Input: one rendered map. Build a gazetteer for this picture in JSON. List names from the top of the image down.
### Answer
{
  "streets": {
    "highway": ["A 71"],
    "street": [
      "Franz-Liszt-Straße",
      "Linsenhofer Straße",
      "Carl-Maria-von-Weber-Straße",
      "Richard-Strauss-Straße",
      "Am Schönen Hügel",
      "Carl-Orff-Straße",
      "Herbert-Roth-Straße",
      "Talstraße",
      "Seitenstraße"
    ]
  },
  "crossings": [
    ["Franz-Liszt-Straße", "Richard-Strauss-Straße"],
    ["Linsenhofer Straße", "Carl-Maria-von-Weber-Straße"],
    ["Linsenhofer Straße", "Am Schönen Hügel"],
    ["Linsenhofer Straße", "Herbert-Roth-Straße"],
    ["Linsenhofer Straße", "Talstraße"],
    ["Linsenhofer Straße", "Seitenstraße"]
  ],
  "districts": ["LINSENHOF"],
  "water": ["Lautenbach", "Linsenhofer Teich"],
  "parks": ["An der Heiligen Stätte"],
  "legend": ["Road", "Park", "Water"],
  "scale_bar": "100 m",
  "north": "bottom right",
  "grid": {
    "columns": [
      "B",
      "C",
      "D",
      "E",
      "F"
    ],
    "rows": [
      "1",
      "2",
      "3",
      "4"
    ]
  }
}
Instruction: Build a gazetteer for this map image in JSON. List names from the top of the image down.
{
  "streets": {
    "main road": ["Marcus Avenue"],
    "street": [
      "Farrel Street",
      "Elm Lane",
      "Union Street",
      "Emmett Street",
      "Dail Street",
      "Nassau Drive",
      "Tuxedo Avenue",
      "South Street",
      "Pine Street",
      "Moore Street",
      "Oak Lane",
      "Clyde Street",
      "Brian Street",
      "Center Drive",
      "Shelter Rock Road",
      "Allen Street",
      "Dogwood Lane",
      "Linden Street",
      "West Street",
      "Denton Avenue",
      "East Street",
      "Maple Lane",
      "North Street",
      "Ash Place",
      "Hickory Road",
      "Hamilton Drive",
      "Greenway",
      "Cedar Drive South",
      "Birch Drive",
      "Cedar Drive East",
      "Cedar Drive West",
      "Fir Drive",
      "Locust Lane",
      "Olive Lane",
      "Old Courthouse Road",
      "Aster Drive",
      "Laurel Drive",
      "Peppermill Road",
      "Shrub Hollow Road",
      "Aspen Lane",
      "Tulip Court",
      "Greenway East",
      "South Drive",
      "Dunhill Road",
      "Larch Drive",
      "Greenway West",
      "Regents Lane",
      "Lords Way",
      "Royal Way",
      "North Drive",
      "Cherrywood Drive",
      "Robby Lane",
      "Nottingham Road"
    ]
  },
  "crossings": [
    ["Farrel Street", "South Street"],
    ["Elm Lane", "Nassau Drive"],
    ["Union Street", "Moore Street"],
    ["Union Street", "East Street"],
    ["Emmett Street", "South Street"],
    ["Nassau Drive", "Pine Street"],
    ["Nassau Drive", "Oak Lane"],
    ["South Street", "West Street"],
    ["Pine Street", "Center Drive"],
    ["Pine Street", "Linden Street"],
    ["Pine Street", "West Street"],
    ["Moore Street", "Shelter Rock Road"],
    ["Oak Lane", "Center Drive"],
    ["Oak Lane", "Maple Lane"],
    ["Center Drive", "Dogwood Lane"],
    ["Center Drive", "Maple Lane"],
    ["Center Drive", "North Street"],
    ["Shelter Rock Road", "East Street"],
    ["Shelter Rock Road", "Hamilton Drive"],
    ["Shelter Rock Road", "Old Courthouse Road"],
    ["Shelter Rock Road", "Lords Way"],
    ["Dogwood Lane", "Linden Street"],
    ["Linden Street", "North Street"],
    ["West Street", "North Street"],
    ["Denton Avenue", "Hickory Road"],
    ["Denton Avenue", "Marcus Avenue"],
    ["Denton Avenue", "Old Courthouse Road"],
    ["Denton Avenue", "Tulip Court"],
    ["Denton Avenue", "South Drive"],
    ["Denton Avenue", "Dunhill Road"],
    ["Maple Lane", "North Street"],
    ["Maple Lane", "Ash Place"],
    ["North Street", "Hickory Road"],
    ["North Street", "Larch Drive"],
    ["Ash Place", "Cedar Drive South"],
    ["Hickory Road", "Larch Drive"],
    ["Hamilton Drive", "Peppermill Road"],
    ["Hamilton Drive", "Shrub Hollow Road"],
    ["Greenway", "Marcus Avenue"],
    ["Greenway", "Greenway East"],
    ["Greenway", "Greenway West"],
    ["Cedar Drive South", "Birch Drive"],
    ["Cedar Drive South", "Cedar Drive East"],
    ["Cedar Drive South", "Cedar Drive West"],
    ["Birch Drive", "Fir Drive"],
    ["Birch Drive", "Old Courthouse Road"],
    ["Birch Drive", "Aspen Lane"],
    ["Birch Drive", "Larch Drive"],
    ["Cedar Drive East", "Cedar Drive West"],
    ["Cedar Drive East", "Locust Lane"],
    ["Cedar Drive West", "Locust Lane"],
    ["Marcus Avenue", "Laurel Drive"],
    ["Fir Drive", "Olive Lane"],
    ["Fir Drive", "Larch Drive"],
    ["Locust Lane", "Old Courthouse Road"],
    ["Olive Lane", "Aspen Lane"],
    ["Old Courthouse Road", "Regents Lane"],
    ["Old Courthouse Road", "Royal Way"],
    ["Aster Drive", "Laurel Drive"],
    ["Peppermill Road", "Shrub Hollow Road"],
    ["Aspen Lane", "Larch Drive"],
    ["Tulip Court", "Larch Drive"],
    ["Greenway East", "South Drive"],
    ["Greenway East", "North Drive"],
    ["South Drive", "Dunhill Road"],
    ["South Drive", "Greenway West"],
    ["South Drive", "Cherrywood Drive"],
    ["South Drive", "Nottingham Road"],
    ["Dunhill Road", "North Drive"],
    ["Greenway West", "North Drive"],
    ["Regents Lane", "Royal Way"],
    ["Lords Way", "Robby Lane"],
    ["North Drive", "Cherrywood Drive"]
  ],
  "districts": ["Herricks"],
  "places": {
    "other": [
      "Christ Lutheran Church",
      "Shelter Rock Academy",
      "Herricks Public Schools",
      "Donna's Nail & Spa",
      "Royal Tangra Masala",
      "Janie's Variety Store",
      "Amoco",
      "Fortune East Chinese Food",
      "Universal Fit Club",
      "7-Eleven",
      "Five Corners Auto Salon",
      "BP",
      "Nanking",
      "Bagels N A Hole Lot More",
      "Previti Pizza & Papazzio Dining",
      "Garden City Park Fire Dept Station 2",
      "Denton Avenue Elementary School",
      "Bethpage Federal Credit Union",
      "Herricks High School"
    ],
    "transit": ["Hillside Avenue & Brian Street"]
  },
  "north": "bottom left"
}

━━━━━━━━━━━━━━━━━━━━━━━━━━━━━━

Required work = Write the data from above out again, exactly.

Solution for this task =
Input: one rendered map. Build a gazetteer for this picture in JSON. List names from the top of the image down.
### Answer
{
  "streets": {
    "highway": ["A 71"],
    "street": [
      "Franz-Liszt-Straße",
      "Linsenhofer Straße",
      "Carl-Maria-von-Weber-Straße",
      "Richard-Strauss-Straße",
      "Am Schönen Hügel",
      "Carl-Orff-Straße",
      "Herbert-Roth-Straße",
      "Talstraße",
      "Seitenstraße"
    ]
  },
  "crossings": [
    ["Franz-Liszt-Straße", "Richard-Strauss-Straße"],
    ["Linsenhofer Straße", "Carl-Maria-von-Weber-Straße"],
    ["Linsenhofer Straße", "Am Schönen Hügel"],
    ["Linsenhofer Straße", "Herbert-Roth-Straße"],
    ["Linsenhofer Straße", "Talstraße"],
    ["Linsenhofer Straße", "Seitenstraße"]
  ],
  "districts": ["LINSENHOF"],
  "water": ["Lautenbach", "Linsenhofer Teich"],
  "parks": ["An der Heiligen Stätte"],
  "legend": ["Road", "Park", "Water"],
  "scale_bar": "100 m",
  "north": "bottom right",
  "grid": {
    "columns": [
      "B",
      "C",
      "D",
      "E",
      "F"
    ],
    "rows": [
      "1",
      "2",
      "3",
      "4"
    ]
  }
}
Instruction: Build a gazetteer for this map image in JSON. List names from the top of the image down.
{
  "streets": {
    "main road": ["Marcus Avenue"],
    "street": [
      "Farrel Street",
      "Elm Lane",
      "Union Street",
      "Emmett Street",
      "Dail Street",
      "Nassau Drive",
      "Tuxedo Avenue",
      "South Street",
      "Pine Street",
      "Moore Street",
      "Oak Lane",
      "Clyde Street",
      "Brian Street",
      "Center Drive",
      "Shelter Rock Road",
      "Allen Street",
      "Dogwood Lane",
      "Linden Street",
      "West Street",
      "Denton Avenue",
      "East Street",
      "Maple Lane",
      "North Street",
      "Ash Place",
      "Hickory Road",
      "Hamilton Drive",
      "Greenway",
      "Cedar Drive South",
      "Birch Drive",
      "Cedar Drive East",
      "Cedar Drive West",
      "Fir Drive",
      "Locust Lane",
      "Olive Lane",
      "Old Courthouse Road",
      "Aster Drive",
      "Laurel Drive",
      "Peppermill Road",
      "Shrub Hollow Road",
      "Aspen Lane",
      "Tulip Court",
      "Greenway East",
      "South Drive",
      "Dunhill Road",
      "Larch Drive",
      "Greenway West",
      "Regents Lane",
      "Lords Way",
      "Royal Way",
      "North Drive",
      "Cherrywood Drive",
      "Robby Lane",
      "Nottingham Road"
    ]
  },
  "crossings": [
    ["Farrel Street", "South Street"],
    ["Elm Lane", "Nassau Drive"],
    ["Union Street", "Moore Street"],
    ["Union Street", "East Street"],
    ["Emmett Street", "South Street"],
    ["Nassau Drive", "Pine Street"],
    ["Nassau Drive", "Oak Lane"],
    ["South Street", "West Street"],
    ["Pine Street", "Center Drive"],
    ["Pine Street", "Linden Street"],
    ["Pine Street", "West Street"],
    ["Moore Street", "Shelter Rock Road"],
    ["Oak Lane", "Center Drive"],
    ["Oak Lane", "Maple Lane"],
    ["Center Drive", "Dogwood Lane"],
    ["Center Drive", "Maple Lane"],
    ["Center Drive", "North Street"],
    ["Shelter Rock Road", "East Street"],
    ["Shelter Rock Road", "Hamilton Drive"],
    ["Shelter Rock Road", "Old Courthouse Road"],
    ["Shelter Rock Road", "Lords Way"],
    ["Dogwood Lane", "Linden Street"],
    ["Linden Street", "North Street"],
    ["West Street", "North Street"],
    ["Denton Avenue", "Hickory Road"],
    ["Denton Avenue", "Marcus Avenue"],
    ["Denton Avenue", "Old Courthouse Road"],
    ["Denton Avenue", "Tulip Court"],
    ["Denton Avenue", "South Drive"],
    ["Denton Avenue", "Dunhill Road"],
    ["Maple Lane", "North Street"],
    ["Maple Lane", "Ash Place"],
    ["North Street", "Hickory Road"],
    ["North Street", "Larch Drive"],
    ["Ash Place", "Cedar Drive South"],
    ["Hickory Road", "Larch Drive"],
    ["Hamilton Drive", "Peppermill Road"],
    ["Hamilton Drive", "Shrub Hollow Road"],
    ["Greenway", "Marcus Avenue"],
    ["Greenway", "Greenway East"],
    ["Greenway", "Greenway West"],
    ["Cedar Drive South", "Birch Drive"],
    ["Cedar Drive South", "Cedar Drive East"],
    ["Cedar Drive South", "Cedar Drive West"],
    ["Birch Drive", "Fir Drive"],
    ["Birch Drive", "Old Courthouse Road"],
    ["Birch Drive", "Aspen Lane"],
    ["Birch Drive", "Larch Drive"],
    ["Cedar Drive East", "Cedar Drive West"],
    ["Cedar Drive East", "Locust Lane"],
    ["Cedar Drive West", "Locust Lane"],
    ["Marcus Avenue", "Laurel Drive"],
    ["Fir Drive", "Olive Lane"],
    ["Fir Drive", "Larch Drive"],
    ["Locust Lane", "Old Courthouse Road"],
    ["Olive Lane", "Aspen Lane"],
    ["Old Courthouse Road", "Regents Lane"],
    ["Old Courthouse Road", "Royal Way"],
    ["Aster Drive", "Laurel Drive"],
    ["Peppermill Road", "Shrub Hollow Road"],
    ["Aspen Lane", "Larch Drive"],
    ["Tulip Court", "Larch Drive"],
    ["Greenway East", "South Drive"],
    ["Greenway East", "North Drive"],
    ["South Drive", "Dunhill Road"],
    ["South Drive", "Greenway West"],
    ["South Drive", "Cherrywood Drive"],
    ["South Drive", "Nottingham Road"],
    ["Dunhill Road", "North Drive"],
    ["Greenway West", "North Drive"],
    ["Regents Lane", "Royal Way"],
    ["Lords Way", "Robby Lane"],
    ["North Drive", "Cherrywood Drive"]
  ],
  "districts": ["Herricks"],
  "places": {
    "other": [
      "Christ Lutheran Church",
      "Shelter Rock Academy",
      "Herricks Public Schools",
      "Donna's Nail & Spa",
      "Royal Tangra Masala",
      "Janie's Variety Store",
      "Amoco",
      "Fortune East Chinese Food",
      "Universal Fit Club",
      "7-Eleven",
      "Five Corners Auto Salon",
      "BP",
      "Nanking",
      "Bagels N A Hole Lot More",
      "Previti Pizza & Papazzio Dining",
      "Garden City Park Fire Dept Station 2",
      "Denton Avenue Elementary School",
      "Bethpage Federal Credit Union",
      "Herricks High School"
    ],
    "transit": ["Hillside Avenue & Brian Street"]
  },
  "north": "bottom left"
}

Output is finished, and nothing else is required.